TOOK THE STING OUT OF THE COP



I remember when I was little, watching RoboCop shocked me with it's ultra violence.  Murphy's death.  ED209s murderous malfunction in the conference room.  Emil's toxic car wash.  Probably not things I should have been watching at that age, but just because I shouldn't be watching it doesn't mean they should aim a movie in the franchise at people that age.  RoboCop was never a Superman-esque hero.  He was a jab at the future of commercialism and corporate power that the filmmaker's saw on the horizon.  He just happened to be an awesome character who appealed to teenaged boys, even if the movie wasn't aimed for that age.  The studios saw this, of course, and decided to give them a movie and in doing so, they de-fanged RoboCop.  It's obvious throughout the entire movie, but especially at the end, when the cops team with the rebels against OCP and a big fire fight breaks out and goes on forever without anyone seemingly even getting hurt.  RoboCop flies by with his RoboJetPack (I'm not even going to go into this atrocity), blows up the tank with a missile attachment, then flies on to OCP headquarters to save the Cute Kid and that's about that as far as the big standoff.  I'm not usually one saying movies need to be super violent to be entertaining, but I think when you take that away from RoboCop, you're messing with the DNA.
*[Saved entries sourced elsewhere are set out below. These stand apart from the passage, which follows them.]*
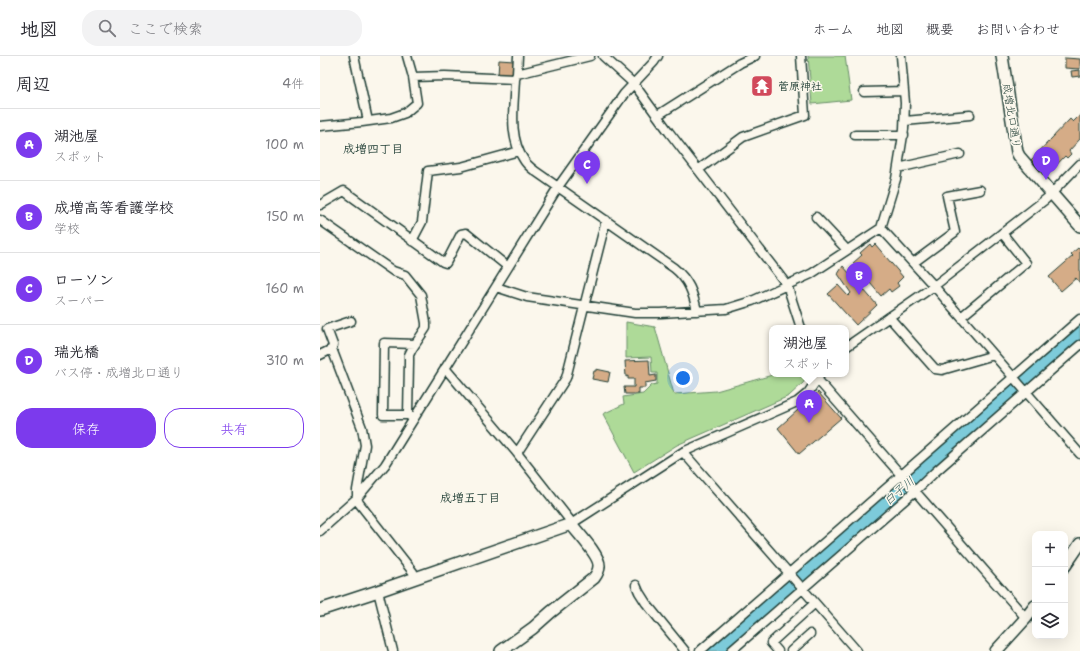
<!DOCTYPE html>
<html lang="ja">
<meta charset="utf-8">
<style>
:root{--surface:#fff;--page:#f2f2f3;--text:#2b2b33;--muted:#7c7c81;--line:#e1e1e2;--accent:#7c3aed}
body{margin:0;font-family:"Shantell Sans","Klee One",sans-serif;background:var(--page);color:var(--text)}
.controls{position:absolute;right:12px;bottom:12px;display:grid;overflow:hidden;border-radius:8px;box-shadow:0 4px 16px #0002}
.controls button{width:36px;height:36px;display:grid;place-items:center;padding:0;border:0;border-bottom:1px solid var(--line);background:var(--surface);color:var(--text);font:20px sans-serif}
.you{position:absolute;left:363px;top:322px;width:14px;height:14px;margin:-10px;border:3px solid #fff;border-radius:50%;background:#1a73e8;box-shadow:0 0 0 6px #1a73e833}
.badge{display:grid;place-items:center;width:26px;height:26px;border-radius:50%;background:var(--accent);color:#fff;font-size:13px;font-weight:700}
.pin{position:absolute;translate:-50% -33px;filter:drop-shadow(0 1px 2px #0008)}
.pin::after{content:'';position:absolute;top:21px;width:14px;height:12px;background:inherit;clip-path:polygon(0 0,100% 0,50% 100%)}
.popup{position:absolute;left:449px;top:269px;width:80px;height:52px;box-sizing:border-box;display:grid;place-content:center;border-radius:8px;background:var(--surface);filter:drop-shadow(0 1px 3px #0005);font-size:13px;white-space:nowrap;color:var(--muted)}
.popup b{font-size:15px;color:var(--text)}
.popup::after{content:'';position:absolute;left:50%;top:100%;margin-left:-8px;border:8px solid transparent;border-top-color:var(--surface)}
.list{margin:0;padding:0;list-style:none}
h2{display:flex;justify-content:space-between;align-items:center;height:52px;margin:0;padding:0 16px;font-size:17px}
h2 small{font-size:13px;font-weight:400;color:var(--muted)}
.list li{display:grid;grid-template-columns:26px 1fr auto;gap:12px;align-items:center;box-sizing:border-box;height:72px;padding:0 16px;border-top:1px solid var(--line)}
.list b{display:block;font-size:15px;white-space:nowrap}
.list p{margin:0;font-size:13px;white-space:nowrap;color:var(--muted)}
.list em{font-size:13px;font-style:normal;color:var(--muted)}
.actions{display:flex;gap:8px;padding:12px 16px}
.actions a{flex:1;padding:9px 0;border:1px solid var(--accent);border-radius:16px;text-align:center;font-size:14px;color:var(--accent)}
.actions .main{background:var(--accent);color:#fff}
.icon{flex:none;width:22px;height:22px;fill:none;stroke:currentColor;stroke-width:2;stroke-linecap:round;stroke-linejoin:round}
.map{position:relative;flex:none;width:760px;height:595px;overflow:hidden}
header{display:flex;align-items:center;gap:24px;box-sizing:border-box;height:56px;padding:0 20px;background:var(--surface);border-bottom:1px solid var(--line)}
header strong{font-size:19px}
nav{display:flex;gap:22px;margin-inline-start:auto;font-size:14px}
.search{width:280px;height:36px;background:var(--page);display:flex;align-items:center;gap:10px;box-sizing:border-box;padding:0 14px;border-radius:16px;color:var(--muted);font-size:15px}
main{display:flex}
aside{flex:1;background:var(--surface)}
.map>svg:first-child{display:block}
</style>
<header>
<strong>地図</strong>
<div class="search"><svg class="icon" aria-label="search" viewBox="0 0 24 24"><circle cx="10" cy="10" r="6"/><path d="M15 15l6 6"/></svg>ここで検索</div>
<nav><a>ホーム</a><a>地図</a><a>概要</a><a>お問い合わせ</a></nav>
</header>
<main>
<aside>
<h2>周辺<small>4件</small></h2>
<ul class="list">
<li><span class="badge">A</span><div><b>湖池屋</b><p>スポット</p></div><em>100 m</em></li>
<li><span class="badge">B</span><div><b>成増高等看護学校</b><p>学校</p></div><em>150 m</em></li>
<li><span class="badge">C</span><div><b>ローソン</b><p>スーパー</p></div><em>160 m</em></li>
<li><span class="badge">D</span><div><b>瑞光橋</b><p>バス停 · 成増北口通り</p></div><em>310 m</em></li>
</ul>
<div class="actions"><a class="main">保存</a><a>共有</a></div>
</aside>
<div class="map">
<svg width="760" height="595" viewBox="0 0 760 595">
<rect width="100%" height="100%" fill="#fbf7ec"/>
<filter id="ink" filterUnits="userSpaceOnUse"><feTurbulence type="fractalNoise" baseFrequency=".025" numOctaves="2"/><feDisplacementMap in="SourceGraphic" scale="8" xChannelSelector="R" yChannelSelector="G"/><feConvolveMatrix kernelMatrix="1 2 1 2 8 2 1 2 1" color-interpolation-filters="sRGB"/></filter>
<g filter="url(#ink)">
<!-- green -->
<path fill="#aeda98" stroke="#668c66" d="M488 0H525L531 44 492 48Z
M306 266 335 271 354 338 396 335 449 320 453 318H490L483 327 469 340 357 389 314 416 283 358 304 348 303 341 323 338 332 329 337 328V317H332L331 301 306 302Z"/>
<!-- water -->
<path fill="#7dcbda" stroke="#579298" d="M760 268V284L602 424 406 595H384Z"/>
<!-- building -->
<path fill="#d5ac87" stroke="#1f3d34" d="M745 2 760 3V13L745 12Z
M179 4 194 5 193 20 178 19Z
M760 14V20L752 21 751 15Z
M760 59V83L749 95 751 98 747 102 745 100 727 119 711 104 750 63 753 66Z
M550 188 552 191 555 188 583 221 577 227 579 230 571 236 569 233 561 240 533 207 542 199 540 197Z
M758 192 760 194V227L756 222 741 235 729 221 753 200 751 198Z
M523 210 557 249 536 269 508 238 518 229 528 240 531 237 518 218Z
M329 304 330 320 336 319V325L325 327V332H319V338H305L304 331H314V323H308V320L306 321 305 305Z
M276 313 290 316 288 326 272 323 274 315H276Z
M498 336 521 362 479 398 458 372Z"/>
<g fill="none" stroke-linecap="round" stroke-linejoin="round">
<!-- street casing -->
<g stroke="#1f3d34" stroke-width="11">
<path id="street" d="M34 0 48 65
M198 0 197 18 195 23C194 50 188 81 204 104 206 108 211 112 215 115L354 212C369 224 373 237 377 255
M283 0 314 28 349 76 467 229 481 272
M197 18 270 0
M93 21 125 20 195 23
M544 36 584 35
M338 59 420 7 435 0
M585 65 650 59
M0 70 42 66 71 62 85 57 97 47 93 21 87 0
M535 79H584
M578 112 640 98
M378 114 423 81 485 59 481 0
M0 149 24 135 123 206 126 207 141 178 146 177 188 211
M496 161 527 194
M0 164 73 215 85 219 101 239 106 267V272L92 293 89 299V306L88 359 93 362
M561 172 614 230 760 398
M92 185 102 166 108 115 141 111 199 95
M593 207 635 176 627 140 660 134
M176 231 207 241 315 257H341L406 253 432 245 491 218 561 172 576 123 584 73 585 47 581 0
M569 261 615 313 622 314 674 299
M641 261 706 207 682 177
M31 265 7 273 13 289 12 293 42 372 45 389 37 434V442L39 447 93 516 96 522
M526 291 614 230 726 143 760 108
M0 299 12 293
M125 312 197 397 252 467
M495 318 497 323 706 562
M88 359H63L64 287 95 288
M363 396 537 595
M197 397 246 322 286 164
M251 468 363 396 477 346 488 337 500 319
M0 475 37 442 65 409 238 131 304 38 334 6 338 0
M316 529 319 536 326 547 365 595
M58 535 73 595
M380 595 760 263
M411 595 595 435 615 416 760 289
M458 595 451 587 495 547
M471 595 490 578"/>
</g>
<!-- secondary casing -->
<g stroke="#1f3d34" stroke-width="14">
<path id="secondary" d="M682 0 697 96 699 100 760 170
M745 510 760 488
M0 554 58 535 251 468C258 477 280 500 279 510 279 515 277 518 274 522L231 556 213 572 181 595
M676 595 706 562 715 550"/>
</g>
<!-- street -->
<use href="#street" stroke="#fbf7ec" stroke-width="8"/>
<!-- secondary -->
<use href="#secondary" stroke="#fbf7ec" stroke-width="11"/>
</g>
</g>
<!-- icons -->
<defs>
<g id="temple-square" transform="scale(1.15)"><rect x="-9" y="-9" width="18" height="18" rx="4" fill="#d1495b" stroke="#fbf7ec"/><path d="M0-6L5-2H3V0L6.5 2.5H4V6H1.5V3h-3V6H-4V2.5H-6.5L-3 0V-2H-5Z" fill="#fff"/></g>
</defs>
<g fill-rule="evenodd">
<use href="#temple-square" x="442" y="30"/>
</g>
<g text-anchor="middle" stroke-width="3" stroke-linejoin="round" paint-order="stroke">
<!-- poi labels -->
<g font-size="11" font-weight="bold" fill="#1f3d34" stroke="#fbf7ec" text-anchor="start">
<text x="458" y="34">菅原神社</text>
</g>
<!-- street labels -->
<g font-size="11" fill="#1f3d34" stroke="#fbf7ec">
<text transform="translate(692 60) rotate(81)" y="4">成増北口通り</text>
</g>
<!-- neighbourhood labels -->
<g font-size="12" font-weight="bold" fill="#1f3d34" stroke="#fbf7ec">
<text x="53" y="97">成増四丁目</text>
<text x="150" y="446">成増五丁目</text>
</g>
<!-- water labels -->
<g font-size="12" font-style="italic" fill="#36605e" stroke="#fbf7ec">
<text transform="translate(579 435) rotate(-41)" y="4">白子川</text>
</g>
</g>
</svg>
<div class="controls">
<button>+</button>
<button>−</button>
<button><svg class="icon" aria-label="layers" viewBox="0 0 24 24"><path d="M12 4l9 5-9 5-9-5zM3 14l9 5 9-5"/></svg></button>
</div>
<div class="you"></div>
<div class="pin badge" style="left:489px;top:367px">A</div>
<div class="popup"><b>湖池屋</b>スポット</div>
<div class="pin badge" style="left:539px;top:239px">B</div>
<div class="pin badge" style="left:267px;top:128px">C</div>
<div class="pin badge" style="left:726px;top:124px">D</div>
</div>
</main>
All that said, I can't help but not hate the movie too much.  Taken as a B-Movie that happens to star a character I really enjoy, RoboCop, I can get some entertainment out of it.  I've certainly been entertained by worse movies.  As a true sequel to the world, tone and character as devised by Paul Verhoeven and the writers of the original, this falls so short, they might as well not even have tried.